North America dominated the Telecom Analytics market with 34.55% share in 2025, buoyed by early 5G monetization and enterprise-grade private-network demand. The U.S. carriers are leveraging analytics to orchestrate network-as-a-service offers for manufacturing, healthcare, and defense, capitalizing on a private-5G spend that will surpass USD 3.7 billion by 2027. Consolidation moves such as T-Mobile's fiber acquisitions are also stoking analytics investment to integrate fixed and mobile quality metrics.
Asia-Pacific is the fastest-growing region at 13.06% CAGR, led by China's aggressive deployment roadmap and India's rapid digitalization. The region's mobile-services revenue could climb from USD 321.9 billion in 2023 to USD 388.7 billion in 2028, and analytics is crucial for converting that traffic into profit. Governments are championing indigenous AI frameworks, prompting operators to adopt federated-learning models that keep raw data local while sharing model weights globally.

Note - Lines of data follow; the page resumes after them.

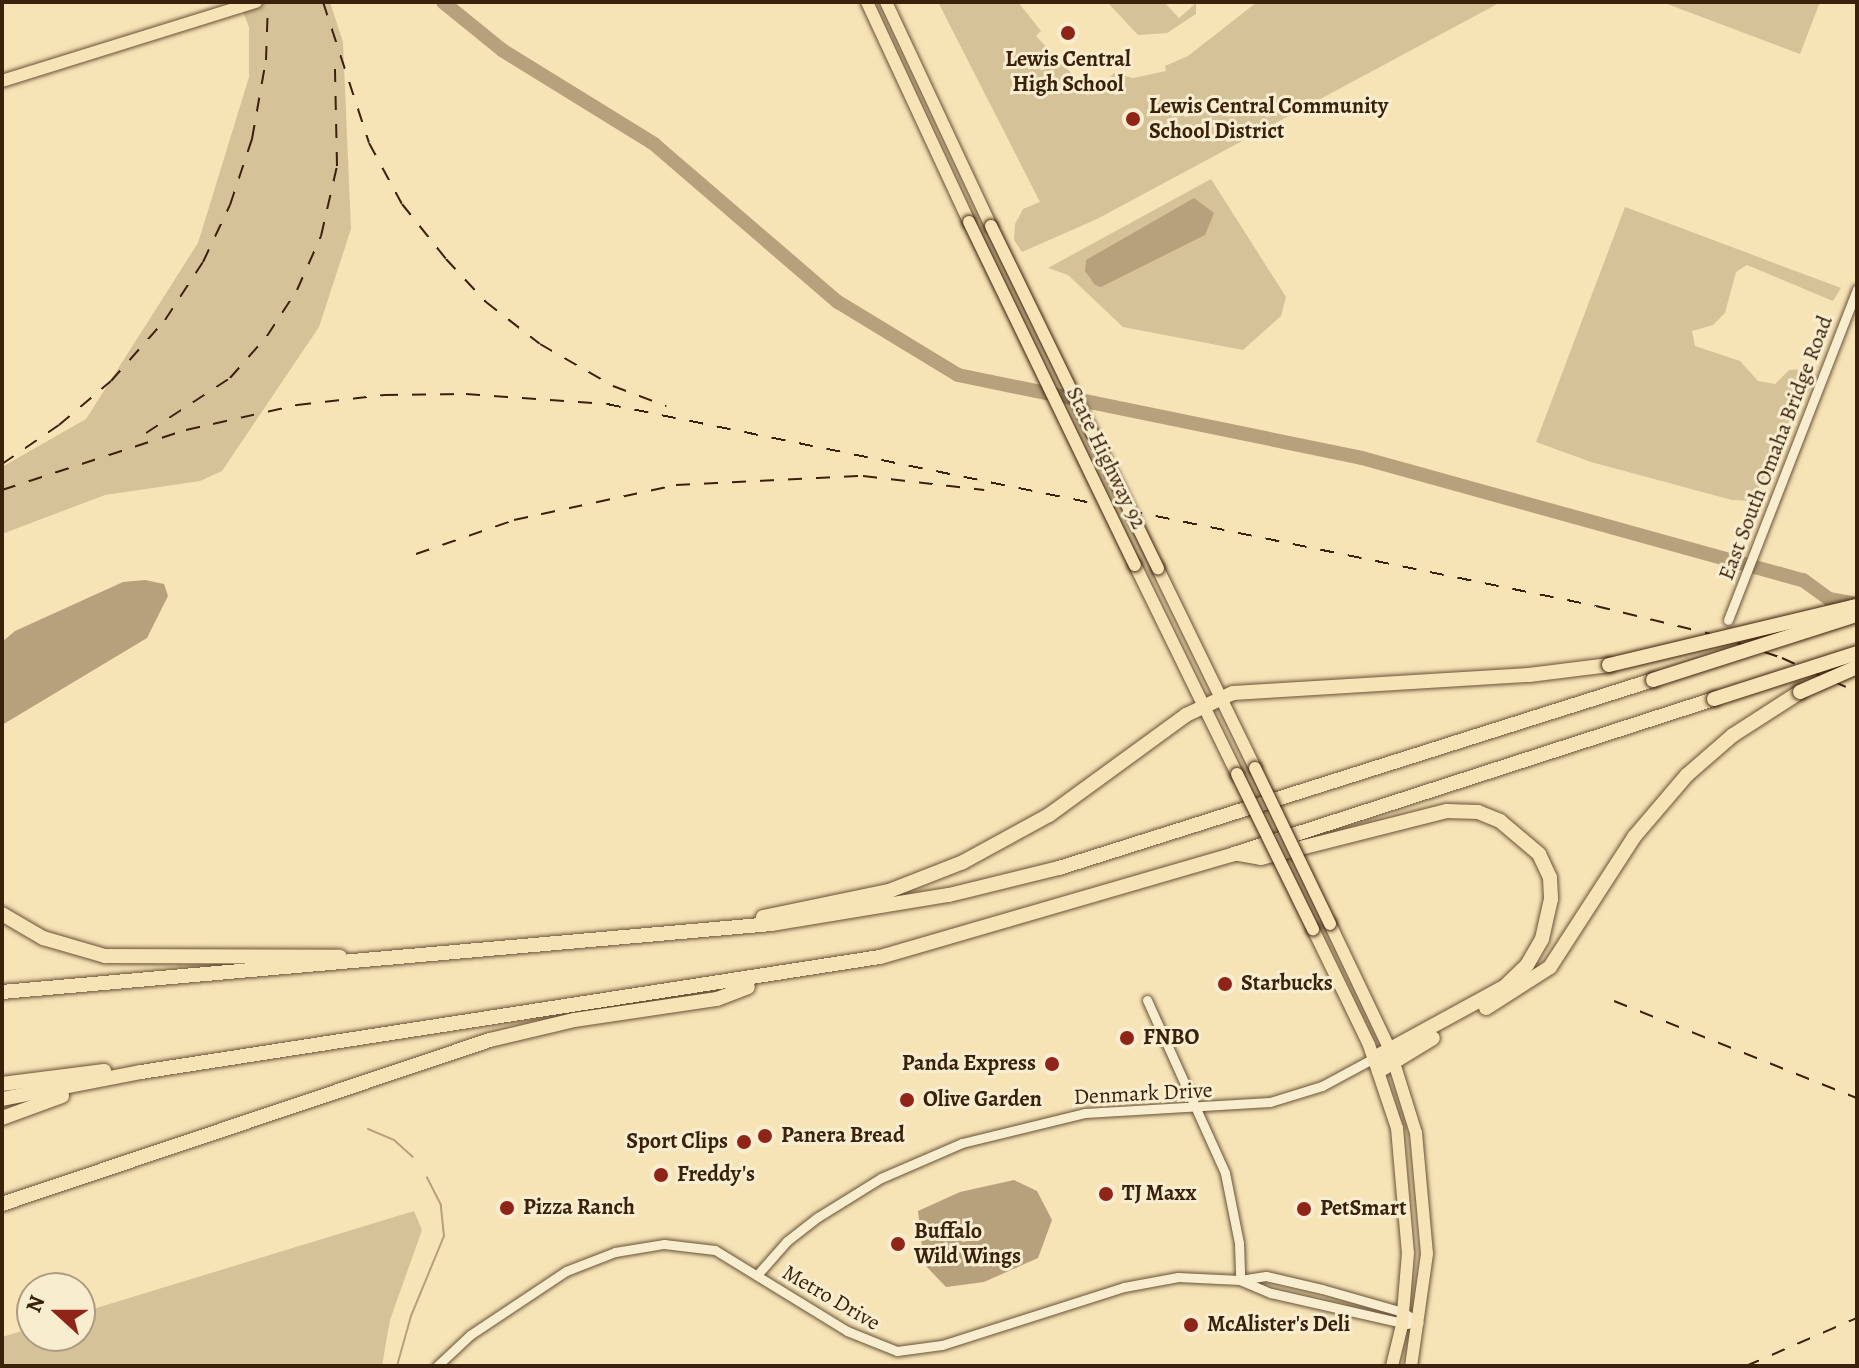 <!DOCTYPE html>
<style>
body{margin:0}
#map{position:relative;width:1859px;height:1368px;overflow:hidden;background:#f6e3b6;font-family:Alegreya,serif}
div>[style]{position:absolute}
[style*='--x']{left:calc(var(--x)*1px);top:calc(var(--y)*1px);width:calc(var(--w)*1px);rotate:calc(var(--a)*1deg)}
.green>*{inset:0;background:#d6c299}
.water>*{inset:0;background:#b6a17c}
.stream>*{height:2px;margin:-1px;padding:0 1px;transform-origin:1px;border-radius:1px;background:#b6a17c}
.river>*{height:14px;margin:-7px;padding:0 7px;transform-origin:7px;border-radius:7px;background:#b6a17c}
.roads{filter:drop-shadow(0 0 2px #685236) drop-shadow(0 0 2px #685236)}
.minor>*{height:9px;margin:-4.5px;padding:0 4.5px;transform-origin:4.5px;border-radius:4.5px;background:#f9edd0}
.major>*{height:12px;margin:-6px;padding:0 6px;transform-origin:6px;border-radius:6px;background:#f6e3b6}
.highway>*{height:14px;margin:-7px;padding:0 7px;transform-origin:7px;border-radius:7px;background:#f6e3b6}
.rail>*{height:2px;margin-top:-1px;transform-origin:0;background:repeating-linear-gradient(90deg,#39210b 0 14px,transparent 0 28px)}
.bridges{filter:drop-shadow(0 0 2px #39210b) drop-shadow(0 0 2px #39210b)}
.major-bridge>*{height:12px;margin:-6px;padding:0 6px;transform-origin:6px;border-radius:6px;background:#f6e3b6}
.highway-bridge>*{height:14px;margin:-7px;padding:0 7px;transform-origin:7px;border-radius:7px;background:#f6e3b6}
.dots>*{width:22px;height:22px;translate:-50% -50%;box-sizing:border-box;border:4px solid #f9edd0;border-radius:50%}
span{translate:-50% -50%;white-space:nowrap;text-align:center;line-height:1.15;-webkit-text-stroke:6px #f9edd0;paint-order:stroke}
.poi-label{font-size:22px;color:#39210b;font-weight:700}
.left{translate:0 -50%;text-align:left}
.right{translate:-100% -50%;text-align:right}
.street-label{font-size:22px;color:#39210b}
.frame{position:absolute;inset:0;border:4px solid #39210b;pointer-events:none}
.north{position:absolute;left:16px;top:1272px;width:80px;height:80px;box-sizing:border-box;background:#f9edd0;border:2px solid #ac9b81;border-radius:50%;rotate:291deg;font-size:22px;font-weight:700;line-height:32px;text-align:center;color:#39210b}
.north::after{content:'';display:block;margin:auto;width:28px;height:36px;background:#8f2418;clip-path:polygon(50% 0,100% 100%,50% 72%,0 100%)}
</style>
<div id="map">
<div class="green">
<i style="clip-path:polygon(239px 2px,330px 2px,343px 42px,351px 229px,319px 327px,222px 471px,200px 481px,105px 495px,2px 534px,2px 467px,86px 419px,198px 243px,249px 77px,249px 27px)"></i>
<i style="clip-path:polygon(938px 2px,1018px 2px,1041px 31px,1036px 36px,1092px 95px,1114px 73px,1133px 78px,1166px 71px,1165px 66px,1188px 56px,1257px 2px,1501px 2px,1097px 219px,1022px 252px,1014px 240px,1015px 224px,1023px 209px,1040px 202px)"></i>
<i style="clip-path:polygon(1107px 2px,1164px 2px,1179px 18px,1196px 3px,1196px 14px,1167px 33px,1138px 35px)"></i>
<i style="clip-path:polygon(1662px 2px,1820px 2px,1800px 54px)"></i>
<i style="clip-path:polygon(1211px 179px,1286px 297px,1281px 316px,1243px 350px,1123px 327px,1068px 275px,1048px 268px)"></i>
<i style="clip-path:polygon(1625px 207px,1841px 288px,1833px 301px,1747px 265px,1736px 272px,1725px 313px,1713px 325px,1692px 331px,1695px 346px,1740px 361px,1758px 381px,1775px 384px,1789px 370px,1805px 369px,1815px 378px,1752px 501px,1732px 500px,1591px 462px,1536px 442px)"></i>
<i style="clip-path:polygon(414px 1211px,422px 1230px,390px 1320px,382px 1366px,2px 1366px,2px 1337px,32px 1328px,32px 1336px,80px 1336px,80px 1313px)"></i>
</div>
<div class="water">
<i style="clip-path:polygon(1194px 198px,1214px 213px,1205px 235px,1101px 287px,1095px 285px,1085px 271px,1086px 260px)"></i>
<i style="clip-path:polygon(145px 580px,164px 584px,168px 596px,147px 638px,2px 725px,2px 642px,15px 631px,123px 582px)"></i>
<i style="clip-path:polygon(1014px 1180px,1037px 1191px,1052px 1220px,1038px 1258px,984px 1282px,946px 1287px,924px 1264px,918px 1211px,960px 1192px)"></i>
</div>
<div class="stream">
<i style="--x:368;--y:1129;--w:28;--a:23"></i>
<i style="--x:394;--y:1140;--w:25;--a:42"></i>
<i style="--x:397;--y:1366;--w:52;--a:-74.4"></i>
<i style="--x:411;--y:1316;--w:87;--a:-67.6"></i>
<i style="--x:444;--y:1236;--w:31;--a:-96"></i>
<i style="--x:441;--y:1205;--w:31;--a:-117"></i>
</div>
<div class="river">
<i style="--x:443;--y:2;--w:76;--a:39.1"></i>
<i style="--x:502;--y:50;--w:179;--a:31.7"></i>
<i style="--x:654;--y:144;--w:243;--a:40.7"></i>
<i style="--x:838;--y:302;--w:140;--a:31.3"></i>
<i style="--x:958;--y:375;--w:412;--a:11.6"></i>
<i style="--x:1362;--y:458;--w:458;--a:15.5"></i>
<i style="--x:1803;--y:580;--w:32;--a:36"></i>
<i style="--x:1829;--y:599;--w:28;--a:10"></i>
</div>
<div class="roads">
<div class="minor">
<i style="--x:1728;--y:620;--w:355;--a:-68.7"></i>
<i style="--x:1147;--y:1000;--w:190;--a:65.7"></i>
<i style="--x:1225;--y:1173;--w:71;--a:78.7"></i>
<i style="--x:1239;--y:1243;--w:37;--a:88"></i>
<i style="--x:757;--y:1275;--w:45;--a:-48.6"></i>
<i style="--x:787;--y:1241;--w:39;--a:-38"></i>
<i style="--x:818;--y:1217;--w:74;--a:-31.8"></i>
<i style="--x:881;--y:1178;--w:88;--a:-23.4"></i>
<i style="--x:962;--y:1143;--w:127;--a:-13.7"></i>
<i style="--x:1085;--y:1113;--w:185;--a:-3.4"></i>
<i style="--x:1270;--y:1102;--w:54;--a:-17.1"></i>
<i style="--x:1322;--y:1086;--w:59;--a:-28.3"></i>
<i style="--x:1240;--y:1280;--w:26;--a:-9"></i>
<i style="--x:1266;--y:1276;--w:57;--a:13.1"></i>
<i style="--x:1322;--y:1289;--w:84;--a:15.9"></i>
<i style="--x:1403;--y:1312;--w:19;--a:35"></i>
<i style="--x:437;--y:1366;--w:45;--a:-43.2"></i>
<i style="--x:470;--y:1335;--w:115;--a:-33.7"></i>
<i style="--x:566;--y:1271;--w:53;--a:-21.2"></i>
<i style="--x:615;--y:1252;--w:50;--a:-9.3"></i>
<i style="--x:664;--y:1244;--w:51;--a:6.7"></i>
<i style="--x:715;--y:1250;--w:155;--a:31.5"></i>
<i style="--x:847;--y:1331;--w:54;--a:21.8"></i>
<i style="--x:897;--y:1351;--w:45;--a:-7.6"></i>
<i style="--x:942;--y:1345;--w:191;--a:-17.7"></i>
<i style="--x:1124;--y:1287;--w:55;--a:-10.5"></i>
<i style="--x:1178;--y:1277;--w:62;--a:2.8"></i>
<i style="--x:1240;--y:1280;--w:34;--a:23"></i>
<i style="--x:1271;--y:1293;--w:140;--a:12.8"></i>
</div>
<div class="major">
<i style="--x:867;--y:2;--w:242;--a:65.1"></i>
<i style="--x:886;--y:2;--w:247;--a:64.9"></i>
<i style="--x:2;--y:81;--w:266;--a:-17.3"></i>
<i style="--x:1135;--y:565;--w:233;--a:64"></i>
<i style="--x:1158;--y:569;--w:221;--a:64"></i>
<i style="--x:1330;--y:924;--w:140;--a:64.5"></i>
<i style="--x:1390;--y:1050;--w:87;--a:72.6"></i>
<i style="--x:1416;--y:1133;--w:121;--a:84.8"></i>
<i style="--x:1427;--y:1254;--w:113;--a:98.1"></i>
<i style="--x:1313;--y:929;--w:129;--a:64.2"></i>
<i style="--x:1369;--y:1045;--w:88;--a:71.4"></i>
<i style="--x:1397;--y:1128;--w:125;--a:85"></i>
<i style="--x:1408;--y:1253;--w:72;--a:94.8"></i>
<i style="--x:1402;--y:1325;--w:42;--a:103.7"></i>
</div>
<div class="highway">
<i style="--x:1239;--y:854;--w:22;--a:10"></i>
<i style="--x:1261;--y:858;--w:192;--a:-14.2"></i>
<i style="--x:1447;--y:811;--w:31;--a:2"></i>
<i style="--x:1478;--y:812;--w:24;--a:22"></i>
<i style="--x:1500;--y:821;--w:51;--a:40.2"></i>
<i style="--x:1539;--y:854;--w:26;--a:65"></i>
<i style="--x:1550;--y:878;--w:21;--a:87"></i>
<i style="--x:1551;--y:899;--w:41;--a:102.7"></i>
<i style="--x:1542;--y:939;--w:30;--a:120"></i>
<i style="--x:1527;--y:965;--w:32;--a:136"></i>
<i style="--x:1504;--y:987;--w:148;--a:151.4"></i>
<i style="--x:2;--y:914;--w:48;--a:30.3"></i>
<i style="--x:43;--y:938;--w:65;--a:16.2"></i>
<i style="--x:105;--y:956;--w:235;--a:0.2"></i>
<i style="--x:763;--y:917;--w:129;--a:-11.7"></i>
<i style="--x:889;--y:891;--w:79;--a:-21.4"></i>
<i style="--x:963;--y:862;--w:98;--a:-28.7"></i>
<i style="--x:1049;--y:815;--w:170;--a:-36.1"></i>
<i style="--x:1186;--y:715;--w:52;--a:-25.1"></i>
<i style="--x:1233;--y:693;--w:297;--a:-3.5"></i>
<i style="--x:1529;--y:675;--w:81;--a:-7.1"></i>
<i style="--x:2;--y:992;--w:772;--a:-5.05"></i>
<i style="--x:771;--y:924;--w:180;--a:-9.3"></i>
<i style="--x:949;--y:895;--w:113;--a:-13.8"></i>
<i style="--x:1059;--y:868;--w:623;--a:-17.56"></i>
<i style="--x:1486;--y:1008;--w:76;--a:-32.6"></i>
<i style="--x:1550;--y:967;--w:155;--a:-57.1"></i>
<i style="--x:1634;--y:837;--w:82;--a:-49.5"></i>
<i style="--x:1687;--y:775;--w:61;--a:-41"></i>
<i style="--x:1733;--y:735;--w:80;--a:-32.7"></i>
<i style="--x:1379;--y:1071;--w:63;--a:-31.4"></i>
<i style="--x:2;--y:1084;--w:103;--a:-7.3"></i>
<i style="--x:2;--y:1099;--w:142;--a:-11"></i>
<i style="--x:141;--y:1072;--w:748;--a:-8.85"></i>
<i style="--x:880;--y:957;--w:369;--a:-16.2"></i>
<i style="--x:1234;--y:854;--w:504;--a:-17.9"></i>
<i style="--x:2;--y:1118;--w:64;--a:-20.1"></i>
<i style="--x:2;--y:1204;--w:515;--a:-18.58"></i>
<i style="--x:490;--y:1040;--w:86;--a:-13.4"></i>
<i style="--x:574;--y:1020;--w:145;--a:-8.4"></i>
<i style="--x:717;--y:999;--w:33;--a:-21"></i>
</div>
</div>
<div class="rail">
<i style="--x:323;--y:2;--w:148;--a:71.9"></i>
<i style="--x:369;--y:143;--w:69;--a:61.6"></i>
<i style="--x:402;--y:204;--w:70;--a:51.3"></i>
<i style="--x:446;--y:259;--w:59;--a:47.1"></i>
<i style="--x:486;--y:302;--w:68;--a:37.9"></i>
<i style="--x:540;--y:344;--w:84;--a:29.9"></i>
<i style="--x:613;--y:386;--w:57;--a:20.7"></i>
<i style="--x:146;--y:433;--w:100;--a:-33.2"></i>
<i style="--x:230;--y:378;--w:56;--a:-48.6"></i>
<i style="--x:267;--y:336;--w:55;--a:-56.9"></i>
<i style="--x:297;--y:290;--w:59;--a:-66"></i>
<i style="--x:321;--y:236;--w:72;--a:-77.1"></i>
<i style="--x:337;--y:166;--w:97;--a:-91.2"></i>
<i style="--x:2;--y:464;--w:69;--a:-34.4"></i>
<i style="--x:59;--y:425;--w:68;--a:-40.2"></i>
<i style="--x:111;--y:381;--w:81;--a:-48.5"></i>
<i style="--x:165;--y:320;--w:69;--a:-56.8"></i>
<i style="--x:203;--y:262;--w:63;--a:-64.7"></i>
<i style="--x:230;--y:205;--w:70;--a:-71.6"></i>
<i style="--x:252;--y:139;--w:80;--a:-80"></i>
<i style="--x:266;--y:60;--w:58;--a:-88"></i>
<i style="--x:2;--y:490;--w:194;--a:-18.1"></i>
<i style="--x:186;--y:430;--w:114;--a:-12.7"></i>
<i style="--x:297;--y:405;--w:88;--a:-6.6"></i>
<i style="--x:384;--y:395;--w:82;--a:-0.7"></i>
<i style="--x:466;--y:394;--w:141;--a:4.1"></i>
<i style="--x:607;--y:404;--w:1009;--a:11.54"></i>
<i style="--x:1596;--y:606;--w:118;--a:13.7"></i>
<i style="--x:1711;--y:634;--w:75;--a:18.7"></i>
<i style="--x:1782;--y:658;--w:82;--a:24.4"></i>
<i style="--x:416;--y:554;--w:104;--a:-19.1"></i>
<i style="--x:514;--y:520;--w:166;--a:-12.2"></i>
<i style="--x:676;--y:485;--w:187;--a:-2.8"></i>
<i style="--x:863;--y:476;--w:122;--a:6.6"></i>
<i style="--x:1614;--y:1001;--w:262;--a:21.8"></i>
<i style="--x:1746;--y:1366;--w:121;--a:-23.4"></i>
</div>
<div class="bridges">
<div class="major-bridge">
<i style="--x:969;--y:222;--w:381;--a:64.2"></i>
<i style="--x:991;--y:226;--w:381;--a:64"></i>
<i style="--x:1255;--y:768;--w:173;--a:64.3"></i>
<i style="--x:1237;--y:774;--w:173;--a:63.9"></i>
</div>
<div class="highway-bridge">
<i style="--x:1609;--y:665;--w:255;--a:-13.4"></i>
<i style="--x:1653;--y:680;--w:214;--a:-17.7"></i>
<i style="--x:1800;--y:692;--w:62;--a:-23.7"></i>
<i style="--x:1714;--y:699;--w:150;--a:-17.8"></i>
</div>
</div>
<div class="dots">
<i style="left:1068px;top:33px;background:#8f2418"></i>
<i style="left:1133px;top:119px;background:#8f2418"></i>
<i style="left:1225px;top:984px;background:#8f2418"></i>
<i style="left:1127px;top:1038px;background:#8f2418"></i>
<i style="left:1052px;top:1064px;background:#8f2418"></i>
<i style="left:907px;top:1100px;background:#8f2418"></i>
<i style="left:765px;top:1136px;background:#8f2418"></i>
<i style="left:744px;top:1142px;background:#8f2418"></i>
<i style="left:661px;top:1175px;background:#8f2418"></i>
<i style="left:1106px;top:1194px;background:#8f2418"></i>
<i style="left:507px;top:1208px;background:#8f2418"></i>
<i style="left:1304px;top:1209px;background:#8f2418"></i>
<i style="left:898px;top:1244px;background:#8f2418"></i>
<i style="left:1191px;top:1325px;background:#8f2418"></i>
</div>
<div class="poi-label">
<span style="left:1068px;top:72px">Lewis Central<br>High School</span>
<span class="left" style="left:1149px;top:119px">Lewis Central Community<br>School District</span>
<span class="left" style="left:1241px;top:984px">Starbucks</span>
<span class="left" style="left:1143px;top:1038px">FNBO</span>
<span class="right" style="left:1036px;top:1064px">Panda Express</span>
<span class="left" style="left:923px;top:1100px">Olive Garden</span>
<span class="left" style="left:781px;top:1136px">Panera Bread</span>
<span class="right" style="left:728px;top:1142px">Sport Clips</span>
<span class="left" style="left:677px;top:1175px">Freddy's</span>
<span class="left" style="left:1122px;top:1194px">TJ Maxx</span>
<span class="left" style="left:523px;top:1208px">Pizza Ranch</span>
<span class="left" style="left:1320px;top:1209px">PetSmart</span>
<span class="left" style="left:914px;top:1244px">Buffalo<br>Wild Wings</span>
<span class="left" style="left:1207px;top:1325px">McAlister's Deli</span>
</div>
<div class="street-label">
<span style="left:1776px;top:448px;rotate:-69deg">East South Omaha Bridge Road</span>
<span style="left:1106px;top:458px;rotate:64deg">State Highway 92</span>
<span style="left:1143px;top:1094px;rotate:-3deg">Denmark Drive</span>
<span style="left:831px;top:1298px;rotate:30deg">Metro Drive</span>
</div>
<div class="frame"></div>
<div class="north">N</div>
</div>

Europe maintains steady expansion as GDPR drives demand for privacy-enhancing technologies and hybrid deployments. Operators must demonstrate auditability and real-time breach detection, pushing analytics vendors to incorporate consent management and lineage tracking.
Middle East and Africa and South America trail in absolute size but show upside as green-field 5G launches bypass legacy OSS and leapfrog directly to cloud-native analytics stacks.